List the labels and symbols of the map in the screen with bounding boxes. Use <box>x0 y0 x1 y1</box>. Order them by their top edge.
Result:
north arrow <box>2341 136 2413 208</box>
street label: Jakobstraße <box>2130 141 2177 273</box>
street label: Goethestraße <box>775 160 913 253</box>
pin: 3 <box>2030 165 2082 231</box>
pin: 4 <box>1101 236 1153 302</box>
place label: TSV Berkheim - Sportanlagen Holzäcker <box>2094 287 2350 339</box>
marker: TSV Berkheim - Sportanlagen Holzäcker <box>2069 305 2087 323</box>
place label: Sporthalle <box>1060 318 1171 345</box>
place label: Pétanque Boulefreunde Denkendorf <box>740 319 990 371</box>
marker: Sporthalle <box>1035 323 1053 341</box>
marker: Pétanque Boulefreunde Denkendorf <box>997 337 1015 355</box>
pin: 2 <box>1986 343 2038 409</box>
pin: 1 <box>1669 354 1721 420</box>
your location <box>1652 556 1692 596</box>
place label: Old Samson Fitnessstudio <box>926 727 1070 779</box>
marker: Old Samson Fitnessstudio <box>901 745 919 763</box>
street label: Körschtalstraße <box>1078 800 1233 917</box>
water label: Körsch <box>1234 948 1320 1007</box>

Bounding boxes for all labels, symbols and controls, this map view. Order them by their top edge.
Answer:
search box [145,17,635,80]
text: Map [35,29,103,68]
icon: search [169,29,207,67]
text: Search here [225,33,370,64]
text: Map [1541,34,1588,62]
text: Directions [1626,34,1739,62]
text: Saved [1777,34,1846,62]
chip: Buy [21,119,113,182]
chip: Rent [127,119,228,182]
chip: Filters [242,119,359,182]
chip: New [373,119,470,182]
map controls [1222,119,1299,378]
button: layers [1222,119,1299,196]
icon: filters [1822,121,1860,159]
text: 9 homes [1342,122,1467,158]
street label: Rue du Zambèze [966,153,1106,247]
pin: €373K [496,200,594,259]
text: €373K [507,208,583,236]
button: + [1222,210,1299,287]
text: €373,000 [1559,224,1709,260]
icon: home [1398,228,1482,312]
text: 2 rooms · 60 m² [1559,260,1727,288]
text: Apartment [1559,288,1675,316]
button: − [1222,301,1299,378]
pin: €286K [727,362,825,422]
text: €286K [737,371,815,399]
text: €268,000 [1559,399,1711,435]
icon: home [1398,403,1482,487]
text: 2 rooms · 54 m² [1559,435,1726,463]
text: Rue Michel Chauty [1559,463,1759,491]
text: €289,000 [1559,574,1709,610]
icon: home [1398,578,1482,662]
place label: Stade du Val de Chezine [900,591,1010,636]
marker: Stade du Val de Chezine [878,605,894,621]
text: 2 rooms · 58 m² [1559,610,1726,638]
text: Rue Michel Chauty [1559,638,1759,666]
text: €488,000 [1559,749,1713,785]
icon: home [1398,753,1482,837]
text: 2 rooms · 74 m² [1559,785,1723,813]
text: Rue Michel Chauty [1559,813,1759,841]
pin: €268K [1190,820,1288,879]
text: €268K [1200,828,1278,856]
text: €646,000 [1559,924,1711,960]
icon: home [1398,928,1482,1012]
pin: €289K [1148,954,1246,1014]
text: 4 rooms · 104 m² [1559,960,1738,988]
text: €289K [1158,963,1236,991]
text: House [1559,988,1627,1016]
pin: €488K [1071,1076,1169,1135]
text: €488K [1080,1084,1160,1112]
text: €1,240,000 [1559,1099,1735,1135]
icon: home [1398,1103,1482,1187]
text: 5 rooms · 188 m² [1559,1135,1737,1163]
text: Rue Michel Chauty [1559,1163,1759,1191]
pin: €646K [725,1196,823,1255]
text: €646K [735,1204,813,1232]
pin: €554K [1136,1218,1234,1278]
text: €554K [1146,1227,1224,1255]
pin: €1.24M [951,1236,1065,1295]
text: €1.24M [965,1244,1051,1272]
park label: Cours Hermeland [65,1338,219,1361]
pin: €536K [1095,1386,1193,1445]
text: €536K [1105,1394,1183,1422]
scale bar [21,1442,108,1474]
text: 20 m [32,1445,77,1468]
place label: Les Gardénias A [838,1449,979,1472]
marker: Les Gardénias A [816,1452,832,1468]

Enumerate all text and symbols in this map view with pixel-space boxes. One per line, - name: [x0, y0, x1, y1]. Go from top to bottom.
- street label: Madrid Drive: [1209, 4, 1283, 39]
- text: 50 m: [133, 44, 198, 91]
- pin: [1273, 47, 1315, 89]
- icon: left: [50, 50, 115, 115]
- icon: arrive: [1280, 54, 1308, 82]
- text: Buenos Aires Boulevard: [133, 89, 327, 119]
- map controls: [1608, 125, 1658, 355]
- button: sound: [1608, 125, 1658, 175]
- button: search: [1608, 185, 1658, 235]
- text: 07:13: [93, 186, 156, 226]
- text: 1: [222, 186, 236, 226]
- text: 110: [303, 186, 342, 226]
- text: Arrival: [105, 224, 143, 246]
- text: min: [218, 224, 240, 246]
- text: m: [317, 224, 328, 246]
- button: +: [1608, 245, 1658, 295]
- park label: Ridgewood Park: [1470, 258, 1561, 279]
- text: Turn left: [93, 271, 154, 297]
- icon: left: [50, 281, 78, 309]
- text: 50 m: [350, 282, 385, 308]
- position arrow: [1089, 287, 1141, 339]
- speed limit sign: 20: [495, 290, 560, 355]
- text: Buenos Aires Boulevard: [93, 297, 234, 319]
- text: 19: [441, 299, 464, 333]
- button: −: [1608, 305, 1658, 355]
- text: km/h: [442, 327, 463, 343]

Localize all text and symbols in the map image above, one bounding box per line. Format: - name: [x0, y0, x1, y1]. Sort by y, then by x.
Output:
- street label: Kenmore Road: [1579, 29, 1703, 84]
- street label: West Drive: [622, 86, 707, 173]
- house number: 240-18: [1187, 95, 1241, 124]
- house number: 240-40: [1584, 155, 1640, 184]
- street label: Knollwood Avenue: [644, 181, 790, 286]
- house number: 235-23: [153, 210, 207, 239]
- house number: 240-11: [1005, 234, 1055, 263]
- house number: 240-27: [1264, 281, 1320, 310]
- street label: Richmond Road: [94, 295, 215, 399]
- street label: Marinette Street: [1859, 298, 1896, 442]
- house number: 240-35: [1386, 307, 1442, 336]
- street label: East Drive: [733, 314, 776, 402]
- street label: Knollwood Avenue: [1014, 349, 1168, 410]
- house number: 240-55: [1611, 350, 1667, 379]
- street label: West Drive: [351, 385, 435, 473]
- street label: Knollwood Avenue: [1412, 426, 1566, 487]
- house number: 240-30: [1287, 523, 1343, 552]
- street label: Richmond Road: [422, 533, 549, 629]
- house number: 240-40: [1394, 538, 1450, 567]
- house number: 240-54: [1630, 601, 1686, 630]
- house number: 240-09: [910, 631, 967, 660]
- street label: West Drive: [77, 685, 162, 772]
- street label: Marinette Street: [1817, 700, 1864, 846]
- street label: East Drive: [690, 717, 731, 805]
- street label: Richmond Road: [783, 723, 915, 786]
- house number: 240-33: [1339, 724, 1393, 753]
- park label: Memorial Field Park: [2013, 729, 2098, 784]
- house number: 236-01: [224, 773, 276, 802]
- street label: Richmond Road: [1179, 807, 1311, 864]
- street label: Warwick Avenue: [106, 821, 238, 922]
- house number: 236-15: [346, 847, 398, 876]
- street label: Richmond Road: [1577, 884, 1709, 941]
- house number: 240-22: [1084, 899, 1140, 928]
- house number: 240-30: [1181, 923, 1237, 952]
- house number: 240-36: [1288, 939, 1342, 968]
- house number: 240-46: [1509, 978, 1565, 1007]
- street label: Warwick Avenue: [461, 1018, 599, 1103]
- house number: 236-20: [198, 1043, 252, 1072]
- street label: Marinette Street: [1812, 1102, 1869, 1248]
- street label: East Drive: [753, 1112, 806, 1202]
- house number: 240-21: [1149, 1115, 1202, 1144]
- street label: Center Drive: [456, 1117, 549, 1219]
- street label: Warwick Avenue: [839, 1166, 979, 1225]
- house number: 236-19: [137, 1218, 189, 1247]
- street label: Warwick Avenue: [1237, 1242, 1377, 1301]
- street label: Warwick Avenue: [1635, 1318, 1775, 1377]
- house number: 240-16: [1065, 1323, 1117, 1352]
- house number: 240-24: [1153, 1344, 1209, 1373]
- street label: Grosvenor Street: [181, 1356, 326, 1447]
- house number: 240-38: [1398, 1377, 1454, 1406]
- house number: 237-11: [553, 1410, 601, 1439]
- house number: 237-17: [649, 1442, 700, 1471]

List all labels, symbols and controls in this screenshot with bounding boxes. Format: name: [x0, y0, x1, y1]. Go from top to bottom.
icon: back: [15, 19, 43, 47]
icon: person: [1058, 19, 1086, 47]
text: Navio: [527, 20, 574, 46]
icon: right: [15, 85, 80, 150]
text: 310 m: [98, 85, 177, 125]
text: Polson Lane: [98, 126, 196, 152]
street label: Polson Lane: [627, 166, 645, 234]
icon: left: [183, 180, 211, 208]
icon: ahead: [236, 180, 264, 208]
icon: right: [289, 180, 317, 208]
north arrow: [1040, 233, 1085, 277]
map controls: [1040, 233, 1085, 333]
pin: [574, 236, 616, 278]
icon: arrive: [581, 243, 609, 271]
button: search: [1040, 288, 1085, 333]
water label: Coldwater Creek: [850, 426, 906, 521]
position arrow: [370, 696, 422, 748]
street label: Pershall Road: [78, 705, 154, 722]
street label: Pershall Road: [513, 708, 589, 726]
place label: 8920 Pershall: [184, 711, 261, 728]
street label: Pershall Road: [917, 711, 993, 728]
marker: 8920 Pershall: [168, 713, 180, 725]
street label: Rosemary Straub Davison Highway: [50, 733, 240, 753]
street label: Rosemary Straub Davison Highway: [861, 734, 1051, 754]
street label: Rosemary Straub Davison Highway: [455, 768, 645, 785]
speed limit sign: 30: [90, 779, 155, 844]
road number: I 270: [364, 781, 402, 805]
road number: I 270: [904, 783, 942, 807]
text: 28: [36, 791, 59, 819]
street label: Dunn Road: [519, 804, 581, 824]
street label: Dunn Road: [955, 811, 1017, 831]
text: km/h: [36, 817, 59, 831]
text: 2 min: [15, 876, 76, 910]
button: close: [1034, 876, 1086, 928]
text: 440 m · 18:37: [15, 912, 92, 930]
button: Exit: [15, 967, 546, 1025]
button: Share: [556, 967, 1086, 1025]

═══

— Try it —
Wherever a line contains the string "Berkheim", copy that line from the data.

— Answer for the task —
place label: TSV Berkheim - Sportanlagen Holzäcker <box>2094 287 2350 339</box>
marker: TSV Berkheim - Sportanlagen Holzäcker <box>2069 305 2087 323</box>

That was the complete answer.